Day 1

The week began with configuring networking between the API and MySQL database containers. I researched networking in Docker using Docker Compose, experimenting with different approaches. Adding a hostname in the Docker Compose YAML file for the MySQL container and editing the API codebase to reflect this change was crucial. After several trials and errors, the connection between the API and MySQL database containers was successfully tested.

Day 2

On the second day, I ported the local setup to another workstation and reintegrated ChromaDB into the container network. Adjusting the API call and output involved adding a maximum number of results parameter into the API call URL format. I configured the API to return entire result dictionaries instead of only lists of documents. Additionally, I pushed the DB and API images to Docker Hub, studying the registry system, tagging, and pushing pertinent images.

Day 3

The third day involved assisting in the pulling of Docker Hub images to another workstation and testing the Docker Compose setup. Implementing file upload to the Django RESTful API required researching the Django REST Framework and coding and debugging the entrypoint. I also researched ways to make the entrypoint seamless for reintegration with the Tesseract UI component, ensuring smooth operation.

Day 4

On the fourth day, I integrated chunking and uploading to the MySQL database in the API entrypoint. Referencing the old Tesseract to DB pipeline components, I copied and reintegrated pertinent components into the new API backend, with successful integration tests. Addressing memory issues involved researching Langchain’s wrapper for ChromaDB and reading several related StackOverflow posts.
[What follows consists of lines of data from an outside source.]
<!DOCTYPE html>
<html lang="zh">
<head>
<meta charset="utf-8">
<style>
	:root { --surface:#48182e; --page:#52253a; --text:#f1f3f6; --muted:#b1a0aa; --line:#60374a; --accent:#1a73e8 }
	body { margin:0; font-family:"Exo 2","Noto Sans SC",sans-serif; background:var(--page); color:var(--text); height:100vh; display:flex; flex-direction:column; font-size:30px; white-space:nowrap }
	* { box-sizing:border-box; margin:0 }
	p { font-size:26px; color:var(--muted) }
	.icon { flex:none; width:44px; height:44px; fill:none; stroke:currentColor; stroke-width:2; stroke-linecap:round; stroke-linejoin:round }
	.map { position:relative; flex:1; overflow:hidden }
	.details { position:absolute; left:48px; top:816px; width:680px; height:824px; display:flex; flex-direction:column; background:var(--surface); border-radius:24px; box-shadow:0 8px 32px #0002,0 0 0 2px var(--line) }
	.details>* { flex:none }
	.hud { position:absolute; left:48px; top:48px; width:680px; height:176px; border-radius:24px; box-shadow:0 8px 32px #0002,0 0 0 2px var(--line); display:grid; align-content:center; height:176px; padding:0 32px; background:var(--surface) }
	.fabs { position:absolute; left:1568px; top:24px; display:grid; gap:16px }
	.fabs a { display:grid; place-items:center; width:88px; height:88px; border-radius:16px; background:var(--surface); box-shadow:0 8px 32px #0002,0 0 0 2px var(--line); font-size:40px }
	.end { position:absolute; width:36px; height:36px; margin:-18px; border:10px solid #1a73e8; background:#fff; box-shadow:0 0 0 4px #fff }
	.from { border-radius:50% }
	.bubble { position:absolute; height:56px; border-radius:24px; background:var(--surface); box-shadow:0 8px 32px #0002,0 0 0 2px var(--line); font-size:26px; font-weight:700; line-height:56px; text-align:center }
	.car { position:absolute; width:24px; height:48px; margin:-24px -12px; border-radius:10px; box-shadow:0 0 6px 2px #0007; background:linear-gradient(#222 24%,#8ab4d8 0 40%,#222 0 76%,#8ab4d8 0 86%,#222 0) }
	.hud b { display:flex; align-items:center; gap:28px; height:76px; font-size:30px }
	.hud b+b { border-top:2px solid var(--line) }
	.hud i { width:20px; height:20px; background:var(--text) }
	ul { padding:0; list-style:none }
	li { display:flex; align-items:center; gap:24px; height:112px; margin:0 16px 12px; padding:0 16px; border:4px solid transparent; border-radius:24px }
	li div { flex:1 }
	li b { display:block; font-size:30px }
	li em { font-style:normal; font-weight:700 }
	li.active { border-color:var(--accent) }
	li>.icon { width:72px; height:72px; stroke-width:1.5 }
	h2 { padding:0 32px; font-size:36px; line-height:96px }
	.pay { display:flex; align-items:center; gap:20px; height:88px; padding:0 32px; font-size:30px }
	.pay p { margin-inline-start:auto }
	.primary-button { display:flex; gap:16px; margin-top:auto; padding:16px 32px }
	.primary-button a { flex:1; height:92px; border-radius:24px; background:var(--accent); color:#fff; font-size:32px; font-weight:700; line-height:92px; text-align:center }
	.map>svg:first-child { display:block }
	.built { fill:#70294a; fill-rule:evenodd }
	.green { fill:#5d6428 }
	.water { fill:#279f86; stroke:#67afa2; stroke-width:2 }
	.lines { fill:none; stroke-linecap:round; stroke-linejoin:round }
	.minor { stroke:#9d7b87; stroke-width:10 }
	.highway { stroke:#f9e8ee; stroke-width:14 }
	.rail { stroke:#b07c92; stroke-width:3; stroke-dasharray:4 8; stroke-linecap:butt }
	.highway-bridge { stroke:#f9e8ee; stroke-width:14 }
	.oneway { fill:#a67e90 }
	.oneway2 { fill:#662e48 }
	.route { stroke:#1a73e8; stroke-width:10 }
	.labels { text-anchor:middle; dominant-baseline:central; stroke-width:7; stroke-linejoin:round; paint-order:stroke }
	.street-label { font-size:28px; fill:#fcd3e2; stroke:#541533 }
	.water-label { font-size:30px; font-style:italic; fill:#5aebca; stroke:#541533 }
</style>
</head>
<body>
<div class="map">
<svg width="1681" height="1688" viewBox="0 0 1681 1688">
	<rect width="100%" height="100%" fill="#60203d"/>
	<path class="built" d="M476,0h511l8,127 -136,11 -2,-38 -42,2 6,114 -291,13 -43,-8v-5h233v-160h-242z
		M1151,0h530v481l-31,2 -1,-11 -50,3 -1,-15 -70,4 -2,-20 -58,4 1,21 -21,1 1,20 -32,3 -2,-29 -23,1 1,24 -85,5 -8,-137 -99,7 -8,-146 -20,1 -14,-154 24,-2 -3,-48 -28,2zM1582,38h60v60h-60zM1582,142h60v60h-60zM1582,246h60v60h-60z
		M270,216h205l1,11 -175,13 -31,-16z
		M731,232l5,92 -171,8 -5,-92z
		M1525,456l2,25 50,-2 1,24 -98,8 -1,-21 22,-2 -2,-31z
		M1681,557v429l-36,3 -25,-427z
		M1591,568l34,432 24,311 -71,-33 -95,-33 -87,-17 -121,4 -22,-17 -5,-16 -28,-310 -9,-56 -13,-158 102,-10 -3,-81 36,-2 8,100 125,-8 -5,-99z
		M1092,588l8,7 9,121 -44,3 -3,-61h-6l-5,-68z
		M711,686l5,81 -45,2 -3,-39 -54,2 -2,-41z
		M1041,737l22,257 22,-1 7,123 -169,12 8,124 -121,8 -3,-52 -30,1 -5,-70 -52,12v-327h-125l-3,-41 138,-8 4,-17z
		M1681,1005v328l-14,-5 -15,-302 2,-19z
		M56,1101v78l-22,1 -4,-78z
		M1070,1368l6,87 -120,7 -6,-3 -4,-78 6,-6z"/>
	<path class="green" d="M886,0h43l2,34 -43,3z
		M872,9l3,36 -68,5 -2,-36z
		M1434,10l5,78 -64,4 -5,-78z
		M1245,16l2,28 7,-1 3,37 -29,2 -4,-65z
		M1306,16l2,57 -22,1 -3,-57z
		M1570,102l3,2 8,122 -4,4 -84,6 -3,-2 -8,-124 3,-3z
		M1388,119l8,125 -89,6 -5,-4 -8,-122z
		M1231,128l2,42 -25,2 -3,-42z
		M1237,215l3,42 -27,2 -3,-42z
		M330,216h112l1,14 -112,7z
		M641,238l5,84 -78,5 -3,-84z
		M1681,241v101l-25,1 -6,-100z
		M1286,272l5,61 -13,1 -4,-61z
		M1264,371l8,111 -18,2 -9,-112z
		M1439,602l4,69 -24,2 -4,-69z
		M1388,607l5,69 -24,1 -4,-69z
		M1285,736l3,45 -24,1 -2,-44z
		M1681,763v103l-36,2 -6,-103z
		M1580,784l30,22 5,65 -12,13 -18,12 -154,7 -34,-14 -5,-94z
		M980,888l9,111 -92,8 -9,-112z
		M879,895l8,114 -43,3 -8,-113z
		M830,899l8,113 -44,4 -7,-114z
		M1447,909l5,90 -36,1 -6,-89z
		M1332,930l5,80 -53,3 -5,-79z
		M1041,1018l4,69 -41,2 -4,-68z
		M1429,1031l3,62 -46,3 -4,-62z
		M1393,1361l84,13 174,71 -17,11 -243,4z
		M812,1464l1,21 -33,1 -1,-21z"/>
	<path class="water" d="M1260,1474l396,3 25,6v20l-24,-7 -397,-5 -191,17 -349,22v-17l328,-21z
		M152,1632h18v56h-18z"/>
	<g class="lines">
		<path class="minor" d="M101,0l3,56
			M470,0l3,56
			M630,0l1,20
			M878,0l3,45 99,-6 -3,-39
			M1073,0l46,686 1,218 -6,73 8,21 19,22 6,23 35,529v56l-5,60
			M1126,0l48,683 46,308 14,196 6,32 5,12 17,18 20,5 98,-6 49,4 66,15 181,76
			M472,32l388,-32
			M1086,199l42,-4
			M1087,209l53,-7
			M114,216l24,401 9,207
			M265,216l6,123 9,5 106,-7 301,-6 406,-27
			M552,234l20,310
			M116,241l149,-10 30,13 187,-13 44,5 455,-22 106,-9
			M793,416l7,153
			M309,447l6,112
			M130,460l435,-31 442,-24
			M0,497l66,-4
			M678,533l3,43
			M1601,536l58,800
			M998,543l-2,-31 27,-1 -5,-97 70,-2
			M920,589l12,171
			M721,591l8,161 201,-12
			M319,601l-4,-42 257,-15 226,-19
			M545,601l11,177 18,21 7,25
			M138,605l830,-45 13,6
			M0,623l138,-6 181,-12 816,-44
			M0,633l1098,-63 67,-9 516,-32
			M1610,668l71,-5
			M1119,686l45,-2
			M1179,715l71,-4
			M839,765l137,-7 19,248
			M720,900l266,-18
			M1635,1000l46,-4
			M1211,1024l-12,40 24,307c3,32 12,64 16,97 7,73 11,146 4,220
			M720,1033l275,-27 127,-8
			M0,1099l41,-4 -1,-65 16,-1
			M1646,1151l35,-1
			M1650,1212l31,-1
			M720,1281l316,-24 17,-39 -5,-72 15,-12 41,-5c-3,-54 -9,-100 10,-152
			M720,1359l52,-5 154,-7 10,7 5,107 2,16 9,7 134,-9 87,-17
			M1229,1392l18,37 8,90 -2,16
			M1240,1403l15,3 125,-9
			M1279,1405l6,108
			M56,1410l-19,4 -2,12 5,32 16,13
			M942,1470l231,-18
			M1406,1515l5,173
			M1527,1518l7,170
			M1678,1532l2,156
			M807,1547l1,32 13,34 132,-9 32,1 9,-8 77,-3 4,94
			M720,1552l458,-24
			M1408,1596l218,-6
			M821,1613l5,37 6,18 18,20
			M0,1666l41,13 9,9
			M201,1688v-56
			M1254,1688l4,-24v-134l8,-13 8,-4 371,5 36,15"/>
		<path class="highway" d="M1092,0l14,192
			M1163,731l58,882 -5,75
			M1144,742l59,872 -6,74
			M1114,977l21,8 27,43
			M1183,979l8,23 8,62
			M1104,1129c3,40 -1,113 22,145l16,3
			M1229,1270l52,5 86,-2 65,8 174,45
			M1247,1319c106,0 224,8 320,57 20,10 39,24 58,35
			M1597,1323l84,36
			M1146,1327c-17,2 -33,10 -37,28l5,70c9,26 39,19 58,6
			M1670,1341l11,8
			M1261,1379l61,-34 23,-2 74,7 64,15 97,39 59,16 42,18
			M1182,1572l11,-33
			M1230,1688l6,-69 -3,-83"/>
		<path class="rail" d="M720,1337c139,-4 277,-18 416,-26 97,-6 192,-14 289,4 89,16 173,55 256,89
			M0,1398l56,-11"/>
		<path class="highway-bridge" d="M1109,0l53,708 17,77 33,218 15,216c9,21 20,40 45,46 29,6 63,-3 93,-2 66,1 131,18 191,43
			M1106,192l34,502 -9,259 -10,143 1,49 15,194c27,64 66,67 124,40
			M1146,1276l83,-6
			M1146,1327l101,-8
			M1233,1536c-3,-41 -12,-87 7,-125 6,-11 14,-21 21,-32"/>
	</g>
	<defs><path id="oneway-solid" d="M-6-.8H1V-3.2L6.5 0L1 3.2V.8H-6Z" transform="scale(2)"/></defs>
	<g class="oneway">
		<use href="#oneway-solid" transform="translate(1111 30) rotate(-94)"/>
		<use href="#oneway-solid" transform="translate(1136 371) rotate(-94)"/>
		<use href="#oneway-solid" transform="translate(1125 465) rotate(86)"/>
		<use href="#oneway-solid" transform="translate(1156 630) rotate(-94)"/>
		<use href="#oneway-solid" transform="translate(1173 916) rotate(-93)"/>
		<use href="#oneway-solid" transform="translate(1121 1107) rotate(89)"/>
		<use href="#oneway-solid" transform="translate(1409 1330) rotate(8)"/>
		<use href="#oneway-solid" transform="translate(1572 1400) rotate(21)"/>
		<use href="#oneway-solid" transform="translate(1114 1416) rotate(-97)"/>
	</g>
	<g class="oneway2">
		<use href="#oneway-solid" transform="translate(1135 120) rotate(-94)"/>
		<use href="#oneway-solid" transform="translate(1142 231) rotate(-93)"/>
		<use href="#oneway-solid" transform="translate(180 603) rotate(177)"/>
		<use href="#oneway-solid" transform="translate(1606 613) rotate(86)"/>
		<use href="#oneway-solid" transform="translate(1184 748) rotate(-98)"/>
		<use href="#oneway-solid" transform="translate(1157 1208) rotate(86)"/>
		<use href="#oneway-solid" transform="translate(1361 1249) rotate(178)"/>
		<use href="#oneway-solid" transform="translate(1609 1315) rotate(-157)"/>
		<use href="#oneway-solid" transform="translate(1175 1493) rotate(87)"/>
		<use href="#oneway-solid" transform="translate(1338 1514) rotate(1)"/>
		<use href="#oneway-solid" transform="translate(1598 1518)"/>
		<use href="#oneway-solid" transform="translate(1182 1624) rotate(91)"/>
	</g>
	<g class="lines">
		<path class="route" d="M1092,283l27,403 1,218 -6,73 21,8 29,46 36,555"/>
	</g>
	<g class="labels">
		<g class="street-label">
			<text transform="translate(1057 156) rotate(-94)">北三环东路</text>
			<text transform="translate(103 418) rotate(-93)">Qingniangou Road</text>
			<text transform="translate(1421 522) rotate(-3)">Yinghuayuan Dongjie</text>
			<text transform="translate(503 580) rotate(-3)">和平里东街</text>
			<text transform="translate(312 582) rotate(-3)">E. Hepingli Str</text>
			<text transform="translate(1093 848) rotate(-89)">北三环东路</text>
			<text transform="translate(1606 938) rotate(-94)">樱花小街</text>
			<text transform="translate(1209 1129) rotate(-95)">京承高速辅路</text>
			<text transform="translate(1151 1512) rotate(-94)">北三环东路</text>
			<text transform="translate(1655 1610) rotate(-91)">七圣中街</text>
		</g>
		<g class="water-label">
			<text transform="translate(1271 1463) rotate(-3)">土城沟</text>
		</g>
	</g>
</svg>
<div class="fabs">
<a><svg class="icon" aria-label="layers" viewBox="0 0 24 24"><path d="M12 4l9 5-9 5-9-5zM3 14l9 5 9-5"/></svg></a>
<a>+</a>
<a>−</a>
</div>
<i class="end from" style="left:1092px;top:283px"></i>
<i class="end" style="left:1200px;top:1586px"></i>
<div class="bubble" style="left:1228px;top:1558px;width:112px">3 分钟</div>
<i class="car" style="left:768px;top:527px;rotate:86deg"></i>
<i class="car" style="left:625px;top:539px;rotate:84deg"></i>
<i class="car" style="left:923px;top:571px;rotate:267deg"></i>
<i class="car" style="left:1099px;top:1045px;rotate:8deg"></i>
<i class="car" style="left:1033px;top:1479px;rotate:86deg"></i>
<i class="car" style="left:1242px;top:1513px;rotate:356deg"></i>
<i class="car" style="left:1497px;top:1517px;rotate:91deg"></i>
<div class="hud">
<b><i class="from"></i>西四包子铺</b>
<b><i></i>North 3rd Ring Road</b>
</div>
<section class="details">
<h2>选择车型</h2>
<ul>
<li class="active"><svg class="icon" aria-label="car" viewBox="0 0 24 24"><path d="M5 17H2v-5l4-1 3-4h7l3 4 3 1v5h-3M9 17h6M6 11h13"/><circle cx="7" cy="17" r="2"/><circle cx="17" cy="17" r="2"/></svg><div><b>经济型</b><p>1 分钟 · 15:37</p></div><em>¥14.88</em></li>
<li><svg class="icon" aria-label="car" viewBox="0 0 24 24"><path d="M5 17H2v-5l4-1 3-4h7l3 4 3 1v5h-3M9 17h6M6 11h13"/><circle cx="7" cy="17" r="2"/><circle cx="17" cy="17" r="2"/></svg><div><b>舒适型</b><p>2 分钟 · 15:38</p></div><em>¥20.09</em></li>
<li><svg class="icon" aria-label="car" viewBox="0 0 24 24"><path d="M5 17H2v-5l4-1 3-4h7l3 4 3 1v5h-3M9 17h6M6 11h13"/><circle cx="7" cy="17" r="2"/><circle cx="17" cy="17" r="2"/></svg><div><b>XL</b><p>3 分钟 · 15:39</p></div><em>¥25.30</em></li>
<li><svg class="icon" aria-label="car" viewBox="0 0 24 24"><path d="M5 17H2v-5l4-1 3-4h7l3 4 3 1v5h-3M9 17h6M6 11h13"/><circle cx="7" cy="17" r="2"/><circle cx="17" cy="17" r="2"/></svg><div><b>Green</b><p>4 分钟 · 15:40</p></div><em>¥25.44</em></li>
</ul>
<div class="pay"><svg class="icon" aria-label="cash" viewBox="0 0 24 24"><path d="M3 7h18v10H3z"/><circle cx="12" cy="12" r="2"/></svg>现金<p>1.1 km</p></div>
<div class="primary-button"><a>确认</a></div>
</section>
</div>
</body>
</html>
I implemented a temporary workaround by setting a limit on the number of chunks saved to the temp_collection, with 95 chunks being the optimal limit. Additionally, I handled automatic sanitization of file names with Django, fixing errors caused by spaces in uploaded file names becoming underscores.

Day 5

The final day of the week was dedicated to feasibility testing on Pinecone DB’s Python integration. I researched Pinecone DB and its Python integration, utilizing the Universal Sentence Encoder from TensorFlow Hub as the embedding model for Pinecone DB. Testing the setup on my local machine yielded positive results. I also conducted feasibility testing on Postgres’ Python integration, pulling the latest Postgres Docker image, creating a container, and connecting using the psycopg2 module. Writing unit tests for database-related functions and recreating functions to load text from text files and chunk by paragraph involved writing new components from scratch and testing their functionality.